The motion, tabled by Conservative foreign affairs critic Michael Chong on Feb. 18, received unanimous support from the Bloc Quebecois, the NDP, the Green Party, and non-cabinet Liberal MPs in a 226-0 vote.
Most MPs also voted in favour of an amendment to the motion introduced by the Bloc Quebecois calling on the International Olympic Committee to move the 2022 Olympics out of China if the genocide continues when the motion is passed.
In a press conference on the same day, O’Toole said that other than the two actions stated in the motion that the Canadian government must take, the third step “would be to work with our allies and the appropriate diplomatic channels to apply pressure and call out the acts for what they are: genocide.”
“We have the obligation to work with our allies to apply pressure diplomatically,” he said. “With respect to China, the world can no longer turn a blind eye.”
Foreign Affairs Minister Marc Garneau was the only Liberal minister who showed up in the House of Commons on Feb. 22. He voted on behalf of the cabinet to abstain from voting on the motion.

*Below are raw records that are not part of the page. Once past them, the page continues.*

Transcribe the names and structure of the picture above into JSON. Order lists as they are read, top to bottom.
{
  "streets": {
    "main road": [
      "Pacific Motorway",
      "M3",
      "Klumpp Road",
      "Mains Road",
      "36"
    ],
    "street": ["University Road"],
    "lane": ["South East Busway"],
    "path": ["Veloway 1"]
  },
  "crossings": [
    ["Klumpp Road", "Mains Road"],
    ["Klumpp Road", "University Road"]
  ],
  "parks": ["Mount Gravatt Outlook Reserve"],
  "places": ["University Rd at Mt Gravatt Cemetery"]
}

“We remain deeply disturbed by horrific reports of human rights violations in Xinjiang, including the use of arbitrary detention, political re-education, forced labour, torture and forced sterilization,” Garneau said in a statement that day.

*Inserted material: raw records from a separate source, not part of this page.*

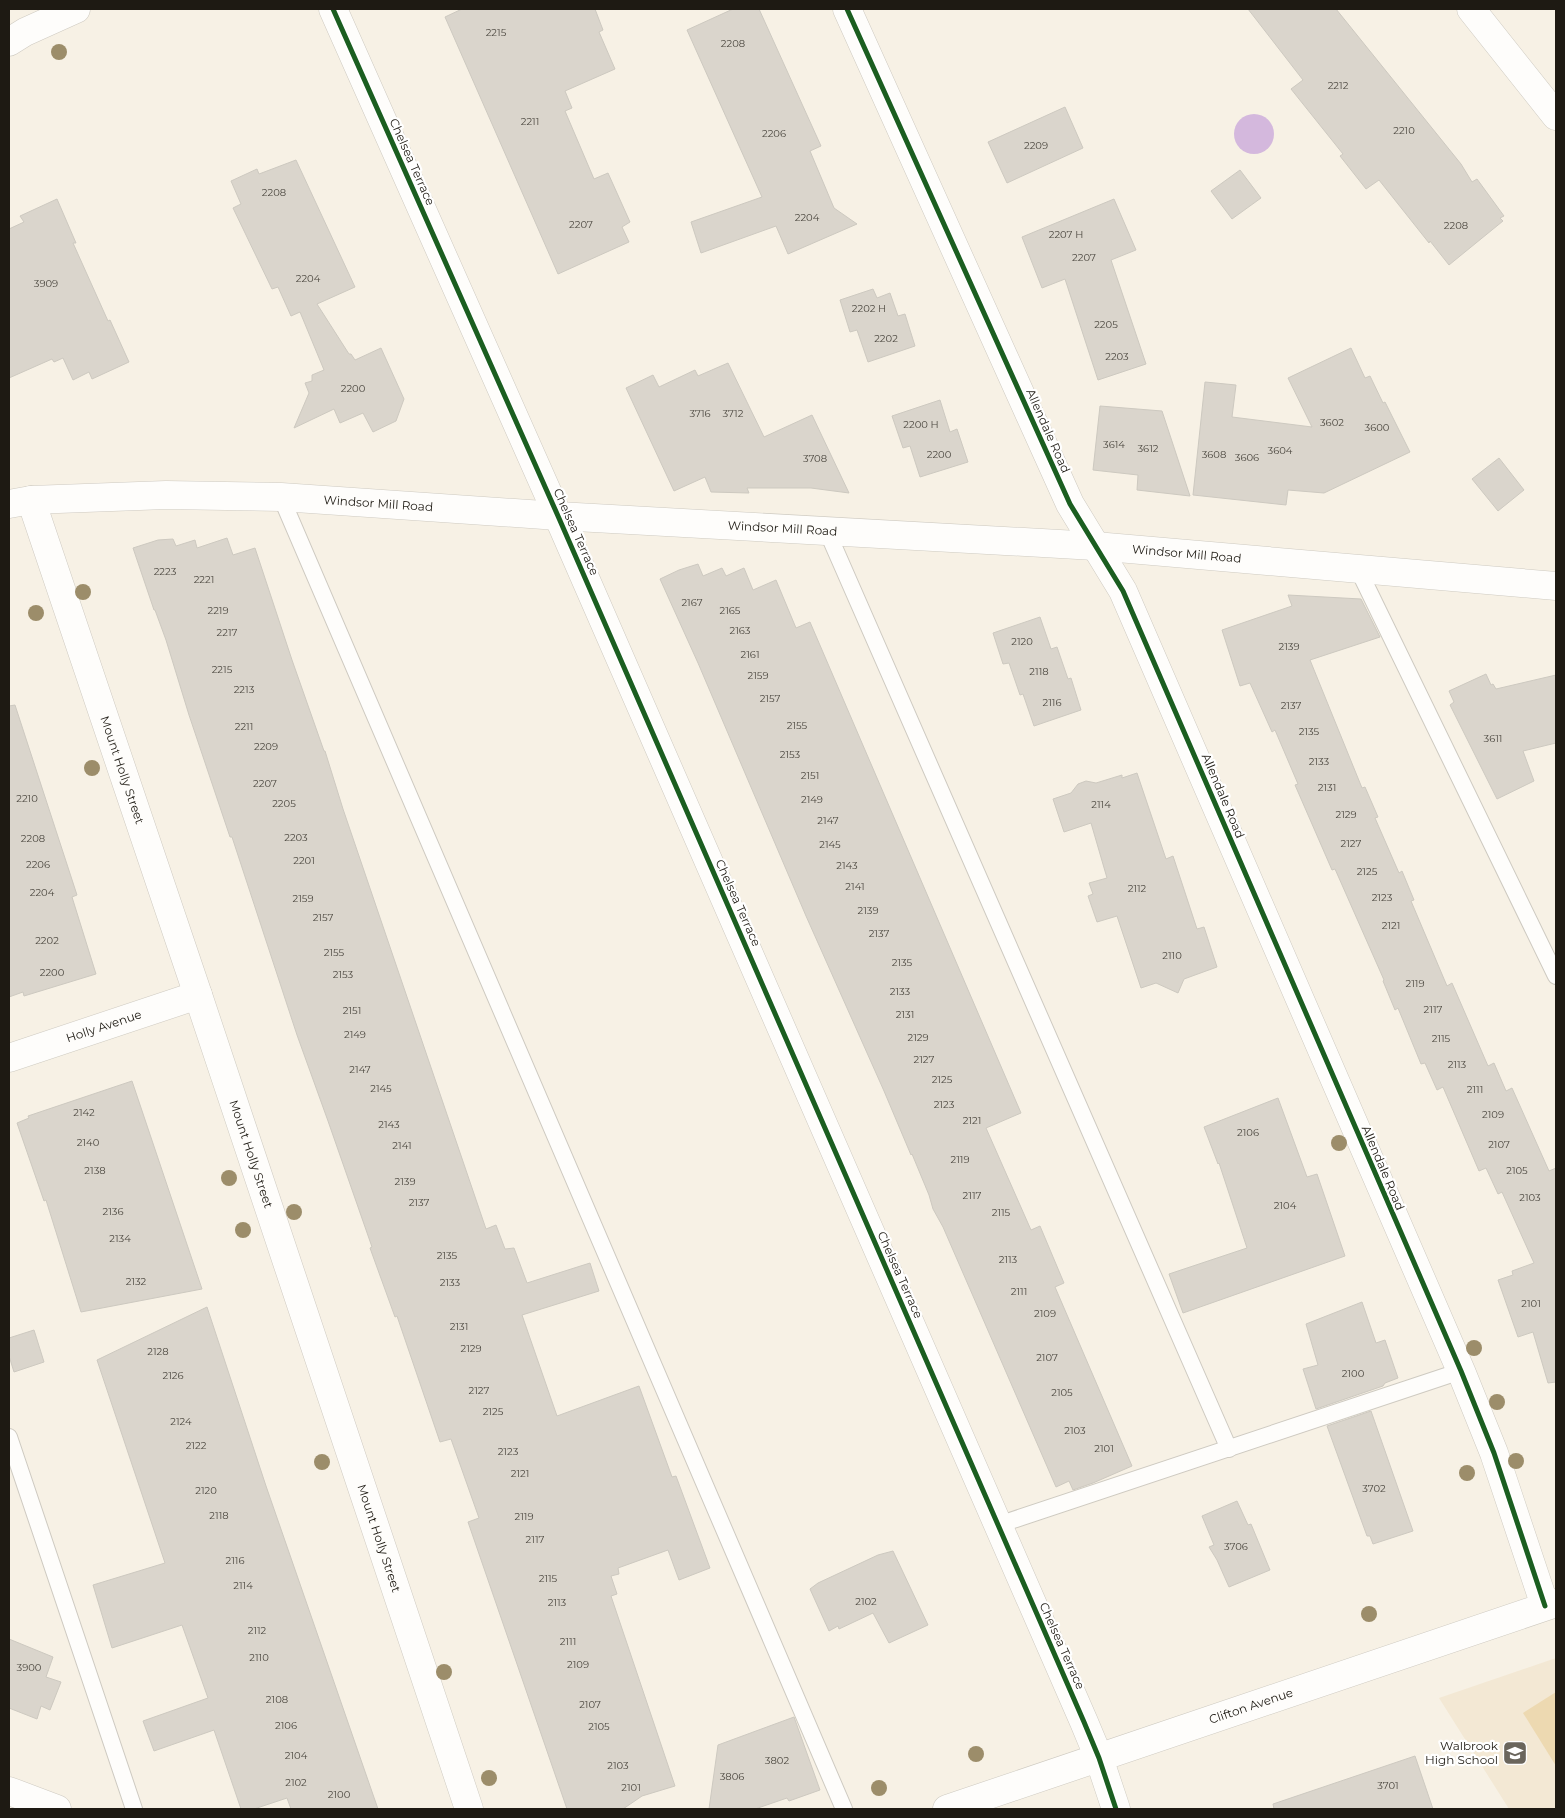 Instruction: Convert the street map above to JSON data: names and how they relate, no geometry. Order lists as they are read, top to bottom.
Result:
{
  "streets": {
    "street": [
      "Chelsea Terrace",
      "Allendale Road",
      "Windsor Mill Road",
      "Mount Holly Street",
      "Holly Avenue",
      "Clifton Avenue"
    ]
  },
  "crossings": [
    ["Chelsea Terrace", "Windsor Mill Road"],
    ["Chelsea Terrace", "Clifton Avenue"],
    ["Allendale Road", "Windsor Mill Road"],
    ["Allendale Road", "Clifton Avenue"],
    ["Windsor Mill Road", "Mount Holly Street"],
    ["Mount Holly Street", "Holly Avenue"]
  ],
  "places": {
    "school or university": ["Walbrook High School"]
  },
  "house_numbers": [
    "2215",
    "2208",
    "2212",
    "2211",
    "2210",
    "2206",
    "2209",
    "2208",
    "2204",
    "2207",
    "2208",
    "2207 H",
    "2207",
    "2204",
    "3909",
    "2202 H",
    "2205",
    "2202",
    "2203",
    "2200",
    "3716",
    "3712",
    "3602",
    "2200 H",
    "3600",
    "3614",
    "3612",
    "3604",
    "2200",
    "3608",
    "3606",
    "3708",
    "2223",
    "2221",
    "2167",
    "2219",
    "2165",
    "2163",
    "2217",
    "2120",
    "2139",
    "2161",
    "2215",
    "2118",
    "2159",
    "2213",
    "2157",
    "2116",
    "2137",
    "2155",
    "2211",
    "2135",
    "3611",
    "2209",
    "2153",
    "2133",
    "2151",
    "2207",
    "2131",
    "2210",
    "2149",
    "2205",
    "2114",
    "2129",
    "2147",
    "2203",
    "2208",
    "2127",
    "2145",
    "2201",
    "2206",
    "2143",
    "2125",
    "2141",
    "2112",
    "2204",
    "2123",
    "2159",
    "2139",
    "2157",
    "2121",
    "2137",
    "2202",
    "2155",
    "2110",
    "2135",
    "2200",
    "2153",
    "2119",
    "2133",
    "2117",
    "2151",
    "2131",
    "2149",
    "2129",
    "2115",
    "2127",
    "2113",
    "2147",
    "2125",
    "2145",
    "2111",
    "2123",
    "2142",
    "2109",
    "2121",
    "2143",
    "2106",
    "2140",
    "2107",
    "2141",
    "2119",
    "2138",
    "2105",
    "2139",
    "2117",
    "2103",
    "2137",
    "2104",
    "2136",
    "2115",
    "2134",
    "2135",
    "2113",
    "2132",
    "2133",
    "2111",
    "2101",
    "2109",
    "2131",
    "2129",
    "2128",
    "2107",
    "2100",
    "2126",
    "2127",
    "2105",
    "2125",
    "2124",
    "2103",
    "2122",
    "2101",
    "2123",
    "2121",
    "3702",
    "2120",
    "2118",
    "2119",
    "2117",
    "3706",
    "2116",
    "2115",
    "2114",
    "2102",
    "2113",
    "2112",
    "2111",
    "2110",
    "2109",
    "3900",
    "2108",
    "2107",
    "2106",
    "2105",
    "2104",
    "3802",
    "2103",
    "3806",
    "2102",
    "3701",
    "2101",
    "2100"
  ]
}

“The free vote in Parliament ensures each member can make a determination based on available evidence. Taken together, these views will form Parliament’s view. We welcome parliamentarians working together and debating this critical issue.”
Garneau said that the federal government takes “any allegations of genocide extremely seriously” and will work with the international community to ensure the allegations are investigated.
“We once again repeat our call for transparency and a credible international investigation in response to allegations of genocide. This investigation must be conducted by an international and independent body so that impartial experts can observe and report on the situation first-hand.”
Prime Minister Justin Trudeau said at a press conference on Feb. 19 that “we need to move forward not just as a country but as a world on recognizing the human rights violations that are going on in China.”
Trudeau added that he had spoken to G7 leaders earlier that day about the need to be “coordinated in our way forward” regarding the Chinese regime’s human rights violations.
O’Toole, in his statement, added that “Canada may be a smaller country in terms of population, but we are a towering giant when it comes to our commitment to human rights.”
He called on the Liberal government to “stop their naive approach” to the Chinese Communist Party and stand up for what is right.
Chong told CTV on Feb. 21 that the Conservative Party is ready to support economic sanctions against China.
“Everything needs to be on the table—trade, Magnitsky sanctions, economic sanctions,” he said.